[[ Data below, beginning ]]

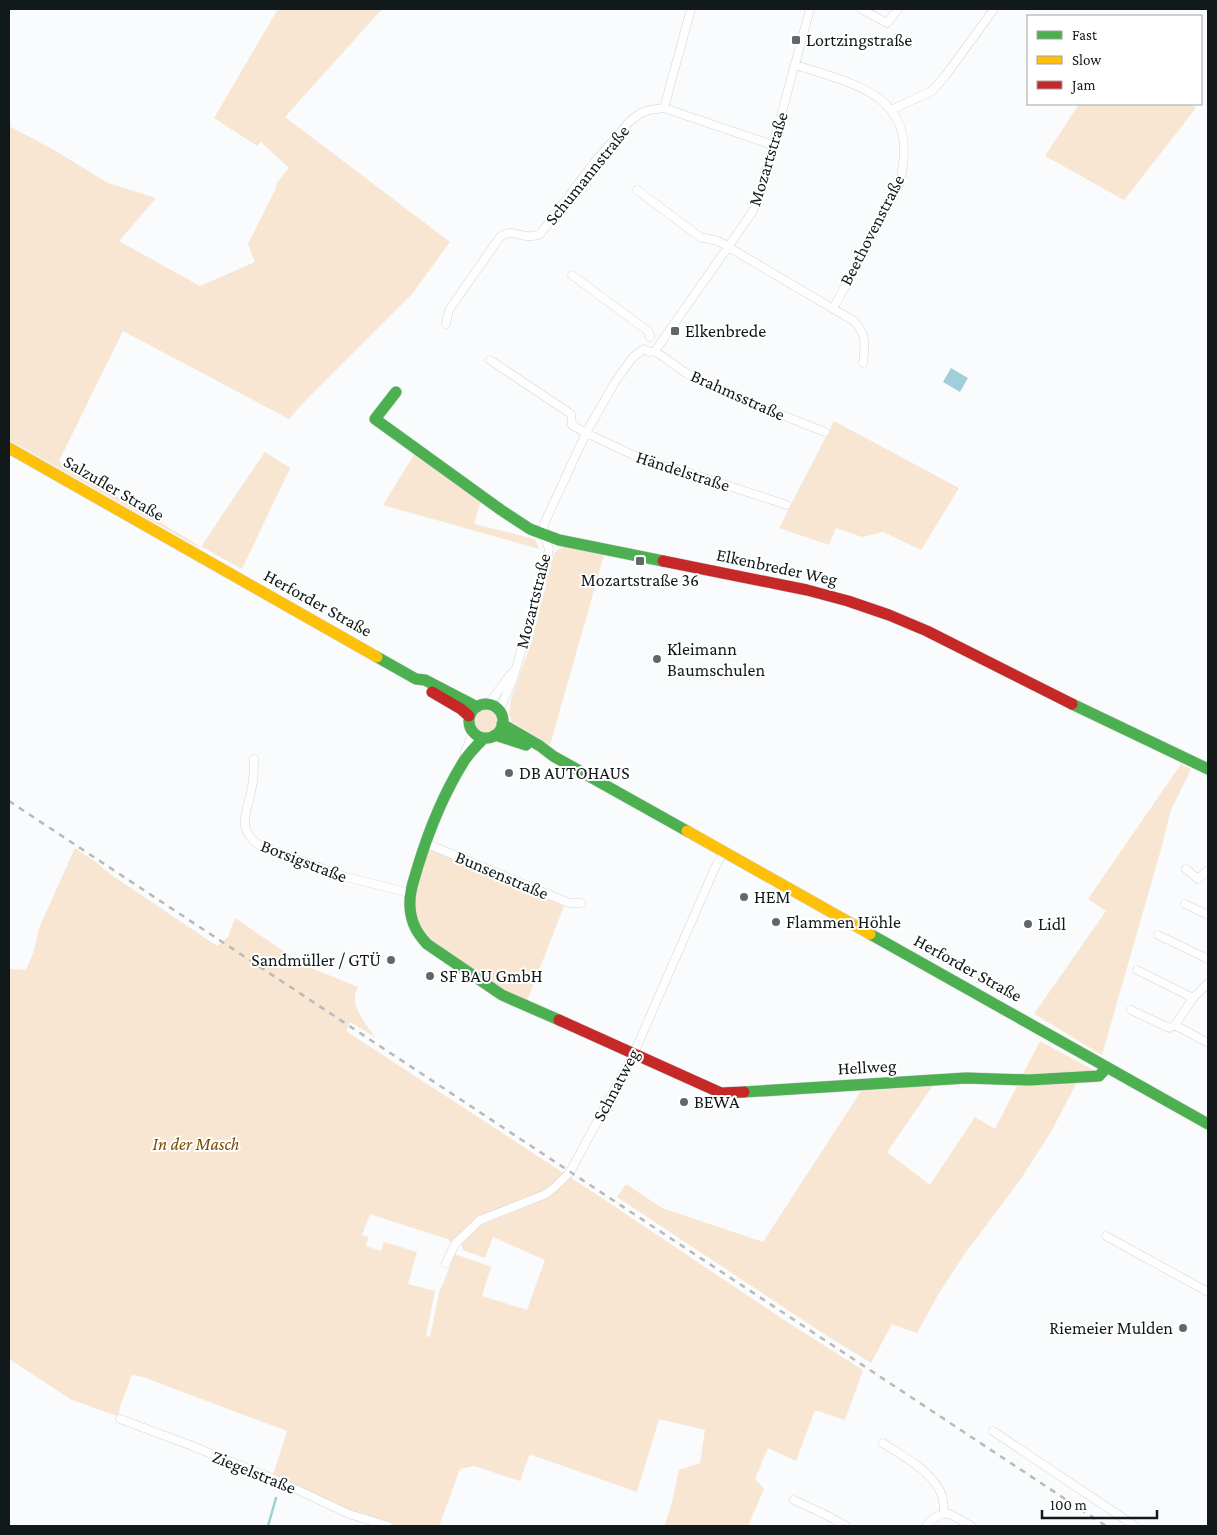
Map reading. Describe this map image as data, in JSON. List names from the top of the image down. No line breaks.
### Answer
{"streets":{"street":["Mozartstraße","Schumannstraße","Beethovenstraße","Brahmsstraße","Händelstraße","Salzufler Straße","Elkenbreder Weg","Herforder Straße","Borsigstraße","Bunsenstraße","Hellweg","Schnatweg","Ziegelstraße"]},"crossings":[["Mozartstraße","Beethovenstraße"],["Mozartstraße","Brahmsstraße"],["Mozartstraße","Händelstraße"],["Mozartstraße","Elkenbreder Weg"],["Mozartstraße","Herforder Straße"],["Salzufler Straße","Herforder Straße"],["Herforder Straße","Hellweg"],["Herforder Straße","Schnatweg"],["Borsigstraße","Hellweg"],["Hellweg","Schnatweg"]],"parks":["In der Masch"],"places":{"transit":["Lortzingstraße","Elkenbrede","Mozartstraße 36"],"other":["Kleimann Baumschulen","DB AUTOHAUS","HEM","Flammen Höhle","Lidl","Sandmüller / GTÜ","SF BAU GmbH","BEWA","Riemeier Mulden"]},"legend":["Fast","Slow","Jam"],"scale_bar":"100 m"}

[[ Data below, end ]]

__Task prompt__
Leaving the pictures out, give back each line above exactly.

__Your solution__
Map reading. Describe this map image as data, in JSON. List names from the top of the image down. No line breaks.
### Answer
{"streets":{"street":["Mozartstraße","Schumannstraße","Beethovenstraße","Brahmsstraße","Händelstraße","Salzufler Straße","Elkenbreder Weg","Herforder Straße","Borsigstraße","Bunsenstraße","Hellweg","Schnatweg","Ziegelstraße"]},"crossings":[["Mozartstraße","Beethovenstraße"],["Mozartstraße","Brahmsstraße"],["Mozartstraße","Händelstraße"],["Mozartstraße","Elkenbreder Weg"],["Mozartstraße","Herforder Straße"],["Salzufler Straße","Herforder Straße"],["Herforder Straße","Hellweg"],["Herforder Straße","Schnatweg"],["Borsigstraße","Hellweg"],["Hellweg","Schnatweg"]],"parks":["In der Masch"],"places":{"transit":["Lortzingstraße","Elkenbrede","Mozartstraße 36"],"other":["Kleimann Baumschulen","DB AUTOHAUS","HEM","Flammen Höhle","Lidl","Sandmüller / GTÜ","SF BAU GmbH","BEWA","Riemeier Mulden"]},"legend":["Fast","Slow","Jam"],"scale_bar":"100 m"}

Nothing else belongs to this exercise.